The answer is YES!
Let $\mathcal H_\alpha$ stand for the set of all sets hereditarily strictly subnumerous to ordinal $\alpha$.
Now for any set $x$, $\mathcal H^x_{min}$ is meant to be the minimal $\mathcal H_\alpha$ such that there exists an iterative power of it that is supernumerous to $x$. Formally:
Define: $\mathcal H^x_{min} = min \ \mathcal H_\alpha: \exists \beta [ x \rightarrowtail P_\beta(\mathcal H_\alpha)]$
Where $``\rightarrowtail"$ signify "is injective to".
$P_\beta$ is defined recursively as:
$P_\emptyset(x)=x \\ P_{\beta+1}(x)= P(P_\beta(x)) \\ P_\beta(x) = \bigcup (\{P_\alpha(x):\alpha < \beta\}) \text{ if } \beta \text{ is a limit ordinal} $
Now by $P^x_{min}(S) $ its meant the minimal iterative power of $S$ that is supernumerous to $x$. Formally:
Define: $P^x_{min} (S) = min \ P_\beta (S): x \rightarrowtail P_\beta(S) $
Now we come to define cardinality of a set $x$, denoted by $``|x|"$, as the set of all subsets of $P^x_{min} (\mathcal H^x_{min})$ , that are equinumerous to $x$. Formally:
Define: $|x|= \{y| \ y \sim x \land y \subseteq P^x_{min} (\mathcal H^x_{min}) \}$
Where $\sim$ signify "is bijective to"
This definition of cardinality can work under grounds weaker than those of Scott's cardinality? The latter demands the assumption that "every set is equinumerous to some well founded set", and under that assumption the cardinality [defined here] of any set would be exactly its Scott's cardinal.

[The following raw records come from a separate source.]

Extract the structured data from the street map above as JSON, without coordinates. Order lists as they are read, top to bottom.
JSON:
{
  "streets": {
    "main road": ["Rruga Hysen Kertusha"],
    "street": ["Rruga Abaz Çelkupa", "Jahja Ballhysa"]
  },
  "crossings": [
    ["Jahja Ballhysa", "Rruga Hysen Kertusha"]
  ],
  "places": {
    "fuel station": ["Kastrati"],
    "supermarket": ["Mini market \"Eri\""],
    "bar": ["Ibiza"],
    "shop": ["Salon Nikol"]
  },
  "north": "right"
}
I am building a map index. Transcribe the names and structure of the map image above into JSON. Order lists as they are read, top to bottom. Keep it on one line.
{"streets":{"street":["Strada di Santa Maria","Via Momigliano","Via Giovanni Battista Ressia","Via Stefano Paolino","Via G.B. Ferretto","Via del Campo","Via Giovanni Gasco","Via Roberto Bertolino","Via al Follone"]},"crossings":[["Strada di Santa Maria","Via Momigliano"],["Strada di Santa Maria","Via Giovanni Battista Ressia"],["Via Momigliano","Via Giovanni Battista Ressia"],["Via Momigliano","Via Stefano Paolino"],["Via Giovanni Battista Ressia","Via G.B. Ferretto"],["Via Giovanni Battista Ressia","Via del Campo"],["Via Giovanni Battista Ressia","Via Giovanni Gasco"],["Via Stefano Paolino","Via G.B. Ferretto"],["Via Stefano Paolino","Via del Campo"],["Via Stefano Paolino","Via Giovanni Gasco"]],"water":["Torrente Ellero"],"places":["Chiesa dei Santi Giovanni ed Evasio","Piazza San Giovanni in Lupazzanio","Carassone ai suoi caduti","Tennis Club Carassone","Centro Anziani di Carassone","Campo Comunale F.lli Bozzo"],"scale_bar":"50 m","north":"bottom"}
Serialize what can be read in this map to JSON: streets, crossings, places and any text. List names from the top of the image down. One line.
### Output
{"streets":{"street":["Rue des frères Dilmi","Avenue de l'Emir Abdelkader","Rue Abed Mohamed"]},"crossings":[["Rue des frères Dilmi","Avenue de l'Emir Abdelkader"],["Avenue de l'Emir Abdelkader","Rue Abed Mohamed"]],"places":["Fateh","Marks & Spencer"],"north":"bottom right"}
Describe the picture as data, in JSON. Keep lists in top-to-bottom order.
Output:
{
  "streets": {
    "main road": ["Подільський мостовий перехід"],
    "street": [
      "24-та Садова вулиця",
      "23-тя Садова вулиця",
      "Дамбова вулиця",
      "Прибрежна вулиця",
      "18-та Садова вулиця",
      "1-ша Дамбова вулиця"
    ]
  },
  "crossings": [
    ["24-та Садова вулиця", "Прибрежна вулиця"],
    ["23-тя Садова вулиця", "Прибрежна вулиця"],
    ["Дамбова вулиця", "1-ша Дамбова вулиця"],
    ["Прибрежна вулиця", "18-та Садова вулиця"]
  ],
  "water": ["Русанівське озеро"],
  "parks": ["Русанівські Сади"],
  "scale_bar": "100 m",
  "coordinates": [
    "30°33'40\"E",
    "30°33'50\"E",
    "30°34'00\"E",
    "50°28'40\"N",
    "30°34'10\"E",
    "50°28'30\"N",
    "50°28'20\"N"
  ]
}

But this definition can work even when the above assumption fails, but it requires the statement: $$\forall x \exists \alpha \exists \beta : x \rightarrowtail P_\beta (\mathcal H_\alpha)$$ which doesn't imply the above assumption! (See this answer, and this).
Note: by well founded set its meant a set whose transitive closure is well founded with respect to $\in$.